Alice called her restaurant “The Back Room”. “I knew nothing, absolutely nothing,” she admits. “I can’t believe how innocent I was. But it didn’t matter.” Opening night was a near-disaster, “a nightmare”, but she persevered, and soon she and her sister, who was also in a “situation”, were staying up all night cooking things she later wouldn’t consider for hundred-dollar-a-plate dinners and working five hours making thirty portions of some exotic soup that would vanish in twenty minutes the next day. “I was crazy, she said, “but I know that for all our unprofessionalism, we cooked some pretty wonderful dishes, and I established a reputation as a cook.”

The summer of 1966 was a magical time for Stockbridge; the Berkshire Playhouse had reorganized with an eye to becoming more than just a summer stock theater, attracting stars and would-be stars to the town. “Dustin Hoffman and Gene Hackman liked hamburgers with onion, green peppers, and an egg in them,” Alice writes. “Frank Langella was called ‘Mr. Mushroom Omelet’. Ann Bancroft was wonderful, and when her whole family came, I cooked giant meals; when they stayed late, she helped me clear the table.”
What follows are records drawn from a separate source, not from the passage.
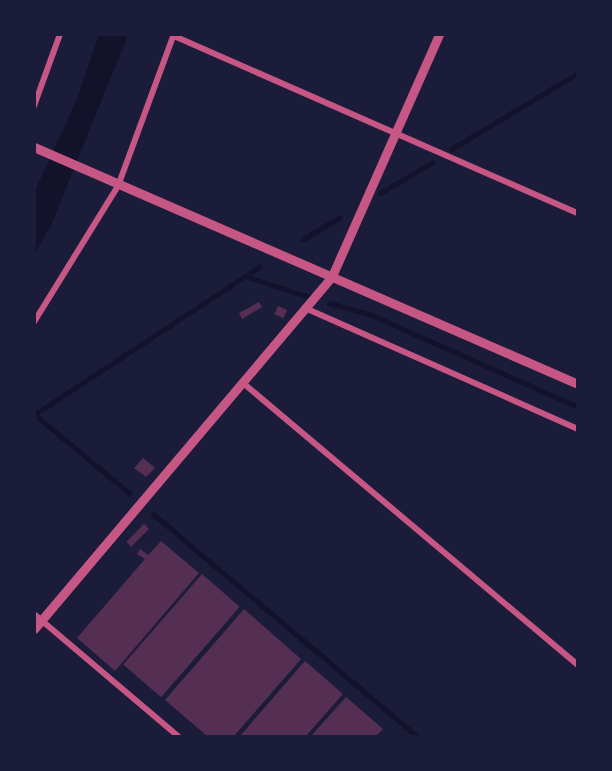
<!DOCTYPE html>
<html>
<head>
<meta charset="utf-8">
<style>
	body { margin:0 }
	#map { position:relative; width:612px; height:771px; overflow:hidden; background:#1b1b3a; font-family:"Work Sans",sans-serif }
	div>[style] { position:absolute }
	.water>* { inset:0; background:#12122b }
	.stream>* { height:5px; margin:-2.5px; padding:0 2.5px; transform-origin:2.5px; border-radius:2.5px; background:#12122b }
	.building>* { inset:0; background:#542f53; transform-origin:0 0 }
	.minor>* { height:6px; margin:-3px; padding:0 3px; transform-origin:3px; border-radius:3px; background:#c65784 }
	.tertiary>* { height:9px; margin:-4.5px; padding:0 4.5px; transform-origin:4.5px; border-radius:4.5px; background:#c65784 }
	span { translate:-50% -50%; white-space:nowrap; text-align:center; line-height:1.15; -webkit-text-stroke:4.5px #1b1b3a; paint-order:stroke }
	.frame { position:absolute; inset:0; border:36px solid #1b1b3a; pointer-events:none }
</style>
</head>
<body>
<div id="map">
	<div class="water">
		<i style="clip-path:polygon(99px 35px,128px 35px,52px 223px,35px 253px,35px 191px,77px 99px)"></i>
	</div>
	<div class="stream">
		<i style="left:451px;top:149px;width:148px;rotate:-30.9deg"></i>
		<i style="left:380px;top:193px;width:61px;rotate:-30.3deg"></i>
		<i style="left:303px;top:239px;width:43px;rotate:-30.7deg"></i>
		<i style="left:245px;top:276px;width:67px;rotate:18.2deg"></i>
		<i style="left:329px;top:303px;width:41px;rotate:15.4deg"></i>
		<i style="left:369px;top:314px;width:229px;rotate:24deg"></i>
		<i style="left:34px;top:414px;width:124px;rotate:39.7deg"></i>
		<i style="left:35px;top:414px;width:269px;rotate:-33.3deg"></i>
		<i style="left:153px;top:514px;width:345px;rotate:40.1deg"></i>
	</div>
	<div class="building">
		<i style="clip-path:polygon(259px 302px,262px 307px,242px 319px,239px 313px)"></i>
		<i style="left:278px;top:306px;width:10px;height:9px;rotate:24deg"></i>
		<i style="clip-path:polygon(143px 458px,155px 468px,146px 477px,134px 468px)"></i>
		<i style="left:144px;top:524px;width:7px;height:25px;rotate:45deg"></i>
		<i style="clip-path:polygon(161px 541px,199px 573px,115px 671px,77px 638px,145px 559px,137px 554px,140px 549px,148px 555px)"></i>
		<i style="left:202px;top:574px;width:50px;height:120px;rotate:41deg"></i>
		<i style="clip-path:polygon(244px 609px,301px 659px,234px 736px,207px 736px,165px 700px)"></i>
		<i style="clip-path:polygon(305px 661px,343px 694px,306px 736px,240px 736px)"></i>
		<i style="clip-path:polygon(346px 697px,383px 729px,376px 736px,311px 736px)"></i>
	</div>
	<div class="minor">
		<i style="left:174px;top:36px;width:441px;rotate:23.7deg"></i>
		<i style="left:34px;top:106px;width:77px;rotate:-70.1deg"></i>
		<i style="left:305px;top:308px;width:299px;rotate:23.9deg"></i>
		<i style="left:34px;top:322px;width:160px;rotate:-58.3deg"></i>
		<i style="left:118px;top:186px;width:162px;rotate:-69.8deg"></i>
		<i style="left:243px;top:383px;width:438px;rotate:40.1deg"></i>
		<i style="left:34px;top:614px;width:189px;rotate:40.3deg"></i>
	</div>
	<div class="tertiary">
		<i style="left:34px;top:147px;width:593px;rotate:23.54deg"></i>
		<i style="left:34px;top:629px;width:462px;rotate:-49.8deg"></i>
		<i style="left:332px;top:276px;width:265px;rotate:-66.1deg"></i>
	</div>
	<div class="frame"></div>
</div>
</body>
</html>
One spring morning a year after opening, Alice says that she walked through the front door and freaked out. “I felt that instead of owning it, it owned me. The plates were out to get me, the pots were planning an attack, the stove was laughing at me. I had a terrible urge to smash everything.” Instead, she called Eastern Airlines and booked a midnight flight to Puerto Rico, emptied the cash box and gave away all the food. “It was a wonderful restaurant. It was a success. I ran it for one year. It turned me into a madwoman. I made enemies of old friends. I broke up with my husband. I left my home. I had actually broken free and become my own person. I didn’t know what I was going to do, but I knew I would never have another restaurant. Never say never.”
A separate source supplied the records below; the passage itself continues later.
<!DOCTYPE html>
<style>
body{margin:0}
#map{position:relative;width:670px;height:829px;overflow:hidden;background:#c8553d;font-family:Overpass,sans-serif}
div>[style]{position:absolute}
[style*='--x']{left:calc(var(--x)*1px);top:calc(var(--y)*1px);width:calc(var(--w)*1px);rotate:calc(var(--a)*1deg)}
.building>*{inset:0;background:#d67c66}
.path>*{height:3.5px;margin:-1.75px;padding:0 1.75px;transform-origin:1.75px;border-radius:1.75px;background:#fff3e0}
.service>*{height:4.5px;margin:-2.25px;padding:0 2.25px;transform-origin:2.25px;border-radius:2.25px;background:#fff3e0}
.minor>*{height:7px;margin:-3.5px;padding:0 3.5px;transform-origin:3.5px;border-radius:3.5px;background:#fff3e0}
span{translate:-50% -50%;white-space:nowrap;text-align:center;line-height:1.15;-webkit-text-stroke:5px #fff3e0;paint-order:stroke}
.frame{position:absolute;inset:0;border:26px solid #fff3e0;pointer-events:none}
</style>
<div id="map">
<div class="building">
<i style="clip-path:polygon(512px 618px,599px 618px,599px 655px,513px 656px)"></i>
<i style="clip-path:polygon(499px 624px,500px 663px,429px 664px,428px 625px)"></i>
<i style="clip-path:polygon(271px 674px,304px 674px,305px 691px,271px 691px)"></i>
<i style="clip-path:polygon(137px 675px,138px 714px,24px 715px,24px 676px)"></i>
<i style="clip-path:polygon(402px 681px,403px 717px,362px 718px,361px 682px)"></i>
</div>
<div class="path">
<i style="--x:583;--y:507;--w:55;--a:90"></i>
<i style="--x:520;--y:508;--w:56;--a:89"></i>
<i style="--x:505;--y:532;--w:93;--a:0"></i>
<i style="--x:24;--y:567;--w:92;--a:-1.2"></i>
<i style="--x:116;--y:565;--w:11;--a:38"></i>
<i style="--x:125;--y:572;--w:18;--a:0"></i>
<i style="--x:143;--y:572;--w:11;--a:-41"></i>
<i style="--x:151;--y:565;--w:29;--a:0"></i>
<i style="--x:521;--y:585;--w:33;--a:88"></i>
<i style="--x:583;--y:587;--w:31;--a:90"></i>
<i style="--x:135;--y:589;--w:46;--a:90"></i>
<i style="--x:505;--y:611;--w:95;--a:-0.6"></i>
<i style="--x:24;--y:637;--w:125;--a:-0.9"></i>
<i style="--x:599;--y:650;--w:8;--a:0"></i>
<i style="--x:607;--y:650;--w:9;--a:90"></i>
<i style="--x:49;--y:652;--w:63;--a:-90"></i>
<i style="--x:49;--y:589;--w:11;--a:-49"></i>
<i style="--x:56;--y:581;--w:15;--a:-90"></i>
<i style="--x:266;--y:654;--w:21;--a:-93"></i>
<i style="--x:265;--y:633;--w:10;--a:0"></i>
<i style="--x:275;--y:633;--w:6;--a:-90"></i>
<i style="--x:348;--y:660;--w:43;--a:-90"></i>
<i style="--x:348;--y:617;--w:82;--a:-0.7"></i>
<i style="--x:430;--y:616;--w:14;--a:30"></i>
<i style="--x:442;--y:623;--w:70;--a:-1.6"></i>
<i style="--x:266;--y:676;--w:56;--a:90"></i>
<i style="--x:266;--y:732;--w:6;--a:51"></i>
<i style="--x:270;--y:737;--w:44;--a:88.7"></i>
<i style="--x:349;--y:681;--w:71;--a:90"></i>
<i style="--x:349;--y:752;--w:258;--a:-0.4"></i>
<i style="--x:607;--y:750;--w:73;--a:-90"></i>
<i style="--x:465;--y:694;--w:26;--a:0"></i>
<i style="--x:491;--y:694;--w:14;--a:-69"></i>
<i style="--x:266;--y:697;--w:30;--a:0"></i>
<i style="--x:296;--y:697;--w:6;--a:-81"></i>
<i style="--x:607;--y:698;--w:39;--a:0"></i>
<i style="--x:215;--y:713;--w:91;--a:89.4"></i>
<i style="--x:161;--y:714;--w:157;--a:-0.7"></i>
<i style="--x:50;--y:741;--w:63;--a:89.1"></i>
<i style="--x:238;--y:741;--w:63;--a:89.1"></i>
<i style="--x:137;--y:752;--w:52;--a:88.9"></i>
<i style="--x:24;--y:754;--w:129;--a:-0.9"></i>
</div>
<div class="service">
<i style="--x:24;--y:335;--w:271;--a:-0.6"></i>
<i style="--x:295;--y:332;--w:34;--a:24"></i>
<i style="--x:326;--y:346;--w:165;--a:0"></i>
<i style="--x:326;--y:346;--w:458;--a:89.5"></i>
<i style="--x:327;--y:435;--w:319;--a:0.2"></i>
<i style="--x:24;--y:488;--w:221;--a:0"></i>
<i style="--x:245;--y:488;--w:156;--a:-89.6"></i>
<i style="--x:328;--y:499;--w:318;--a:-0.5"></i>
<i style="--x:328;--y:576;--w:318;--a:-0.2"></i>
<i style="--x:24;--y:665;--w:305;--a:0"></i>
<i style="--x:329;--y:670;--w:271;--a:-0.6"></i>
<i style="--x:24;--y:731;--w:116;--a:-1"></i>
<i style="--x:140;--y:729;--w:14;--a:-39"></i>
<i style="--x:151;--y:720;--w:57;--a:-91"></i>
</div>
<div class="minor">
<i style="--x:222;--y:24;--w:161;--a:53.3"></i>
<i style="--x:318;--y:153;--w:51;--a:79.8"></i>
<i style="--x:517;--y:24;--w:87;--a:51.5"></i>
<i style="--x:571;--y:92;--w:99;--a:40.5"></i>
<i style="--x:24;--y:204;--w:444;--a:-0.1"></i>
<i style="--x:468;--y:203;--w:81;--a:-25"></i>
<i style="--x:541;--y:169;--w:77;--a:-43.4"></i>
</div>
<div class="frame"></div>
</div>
Alice Brock went on to open not one but several more restaurants; she now lives in Provincetown, Massachusetts, where she owns an art gallery. After Arlo premiered “Alice’s Restaurant Massacree” before a captivated crowd of over ten thousand at the Newport Jazz Festival in July, 1967, he performed it live on non-commercial New York City radio station WBAI one night later that summer. The song became so popular that for months afterward WBAI rebroadcast it only when listeners pledged to donate a large amount of money. The eponymous (less the massacree) album was released that same year, with the song (at 18:20) taking up the entire first side, the other filled with a selection of bluesy folk tunes. The ballad has become a Thanksgiving tradition not only for classic rock stations, but for thousands of households across the nation.